=== WHAT THIS TASK INVOLVES ===
Filter these records by the string "rooms", copying each line that holds it.

=== DATASET RECORDS ===
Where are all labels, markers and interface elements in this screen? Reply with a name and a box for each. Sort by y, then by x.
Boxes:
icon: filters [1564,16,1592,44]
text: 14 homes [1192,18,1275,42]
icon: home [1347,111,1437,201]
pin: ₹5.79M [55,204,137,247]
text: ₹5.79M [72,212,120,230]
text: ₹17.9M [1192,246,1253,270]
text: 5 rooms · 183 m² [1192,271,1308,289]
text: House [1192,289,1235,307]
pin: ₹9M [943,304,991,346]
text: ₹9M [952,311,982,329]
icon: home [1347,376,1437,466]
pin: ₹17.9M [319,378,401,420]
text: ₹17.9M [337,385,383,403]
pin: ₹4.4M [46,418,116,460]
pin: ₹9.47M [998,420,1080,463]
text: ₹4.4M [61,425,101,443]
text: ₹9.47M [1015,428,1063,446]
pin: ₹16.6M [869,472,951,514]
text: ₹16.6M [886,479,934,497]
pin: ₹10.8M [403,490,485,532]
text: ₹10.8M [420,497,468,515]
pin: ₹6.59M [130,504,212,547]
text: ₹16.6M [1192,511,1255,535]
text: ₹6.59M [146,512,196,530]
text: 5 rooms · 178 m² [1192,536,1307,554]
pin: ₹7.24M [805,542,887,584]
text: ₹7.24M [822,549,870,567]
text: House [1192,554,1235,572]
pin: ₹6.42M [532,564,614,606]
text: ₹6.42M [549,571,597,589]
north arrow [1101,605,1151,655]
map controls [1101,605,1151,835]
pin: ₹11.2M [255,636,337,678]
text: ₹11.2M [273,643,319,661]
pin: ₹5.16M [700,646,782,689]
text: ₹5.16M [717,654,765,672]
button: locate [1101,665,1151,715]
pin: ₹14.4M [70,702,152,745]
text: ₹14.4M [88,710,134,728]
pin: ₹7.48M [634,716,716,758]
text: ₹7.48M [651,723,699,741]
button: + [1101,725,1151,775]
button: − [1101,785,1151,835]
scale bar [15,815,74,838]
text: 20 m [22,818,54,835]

=== RESULT OF THE TASK ===
text: 5 rooms · 183 m² [1192,271,1308,289]
text: 5 rooms · 178 m² [1192,536,1307,554]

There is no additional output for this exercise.